(OK, yeah, I should have used "The Revenge" for B4. Stop being such a stickler.)
Announcing SuperDuper 3.2 B3: a cavalcade of unnoticeable changes!
The march towards Mojave continues, and with the SAE (September Apple Event) happening today, I figured we'd release a beta with a bunch of polish that you may or may not notice.
But First...Something Technical!
As I've mentioned in previous posts, we've rewritten our scheduling, moving away from AppleScript to Swift, to avoid the various security prompts that were added to Mojave when doing pretty basic things.
Initially, I followed the basic structure of what I'd done before, effectively implementing a fully functional "proof of concept" to make sure it was going to do what it needed to do, without any downside.
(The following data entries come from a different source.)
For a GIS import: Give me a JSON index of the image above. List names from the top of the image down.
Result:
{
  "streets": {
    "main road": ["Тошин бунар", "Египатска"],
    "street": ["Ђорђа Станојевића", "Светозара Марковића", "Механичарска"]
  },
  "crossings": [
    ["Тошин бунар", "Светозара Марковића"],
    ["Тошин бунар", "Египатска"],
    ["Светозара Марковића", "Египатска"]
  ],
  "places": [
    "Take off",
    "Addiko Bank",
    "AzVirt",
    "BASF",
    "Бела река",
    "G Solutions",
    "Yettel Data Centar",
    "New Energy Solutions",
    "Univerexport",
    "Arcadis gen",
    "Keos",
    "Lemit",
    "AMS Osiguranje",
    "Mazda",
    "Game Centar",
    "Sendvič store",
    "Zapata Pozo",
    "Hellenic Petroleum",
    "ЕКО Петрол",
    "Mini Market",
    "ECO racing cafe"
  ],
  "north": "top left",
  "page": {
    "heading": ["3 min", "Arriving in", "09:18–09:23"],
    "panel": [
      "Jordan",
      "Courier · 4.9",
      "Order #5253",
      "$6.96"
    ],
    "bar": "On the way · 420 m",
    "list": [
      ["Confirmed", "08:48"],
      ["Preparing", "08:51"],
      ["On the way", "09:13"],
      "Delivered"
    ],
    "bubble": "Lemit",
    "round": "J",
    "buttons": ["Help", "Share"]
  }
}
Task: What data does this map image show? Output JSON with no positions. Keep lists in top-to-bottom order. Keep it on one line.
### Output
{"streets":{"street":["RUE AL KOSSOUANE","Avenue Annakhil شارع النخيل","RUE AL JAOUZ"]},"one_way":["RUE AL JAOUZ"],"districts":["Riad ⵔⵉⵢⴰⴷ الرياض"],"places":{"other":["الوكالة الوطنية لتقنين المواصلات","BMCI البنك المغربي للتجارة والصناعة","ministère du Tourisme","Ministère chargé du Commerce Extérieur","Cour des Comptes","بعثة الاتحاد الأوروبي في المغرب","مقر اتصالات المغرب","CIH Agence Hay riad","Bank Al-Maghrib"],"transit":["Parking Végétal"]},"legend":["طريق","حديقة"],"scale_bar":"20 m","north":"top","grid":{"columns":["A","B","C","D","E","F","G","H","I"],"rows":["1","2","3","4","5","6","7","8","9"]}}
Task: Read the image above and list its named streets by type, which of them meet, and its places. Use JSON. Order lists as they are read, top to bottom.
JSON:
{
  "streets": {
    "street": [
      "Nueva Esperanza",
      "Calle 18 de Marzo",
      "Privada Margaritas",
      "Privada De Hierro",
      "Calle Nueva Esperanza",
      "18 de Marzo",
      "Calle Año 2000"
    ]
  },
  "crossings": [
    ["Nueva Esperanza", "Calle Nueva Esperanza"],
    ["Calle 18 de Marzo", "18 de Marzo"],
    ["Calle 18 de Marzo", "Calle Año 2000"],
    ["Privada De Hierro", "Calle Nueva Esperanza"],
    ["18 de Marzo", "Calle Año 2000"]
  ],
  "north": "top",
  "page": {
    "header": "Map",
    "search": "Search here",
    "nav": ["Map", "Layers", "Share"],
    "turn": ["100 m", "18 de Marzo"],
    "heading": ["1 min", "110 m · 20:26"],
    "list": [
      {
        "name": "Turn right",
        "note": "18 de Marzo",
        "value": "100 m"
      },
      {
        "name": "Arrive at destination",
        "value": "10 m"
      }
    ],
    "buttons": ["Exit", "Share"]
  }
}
In this Beta, I've moved past the original logic, and have taken advantage of capabilities that weren't possible, or weren't efficient, in AppleScript.
For example: the previously mentioned com.shirtpocket.lastVolumeList.plist
was a file that kept track of the list of volumes mounted on the system, generated by sdbackuponmount
at login. When a new mount occurred, or when the /Volumes
folder changed, launchd
would run sdbackuponmount
again. It'd get a list of current volumes, compare that to the list of previous volumes, run the appropriate schedules for any new volumes, update com.shirtpocket.lastVolumeList.plist
and quit.
This all made sense in AppleScript: the only way to find out about new volumes was to poll, and polling is terrible, so we used launchd
to do it intelligently, and kept state in a file. I kept the approach in the rewritten version at first.
But...Why?
When I reworked things to properly handle ThrottleInterval
, I initially took this same approach and kept checking for new volumes for 10 seconds, with a sleep in between. I wrote up the blog post to document ThrottleInterval
for other developers, and posted it.
That was OK, and worked fine, but also bugged me. Polling is bad. Even slow polling is bad.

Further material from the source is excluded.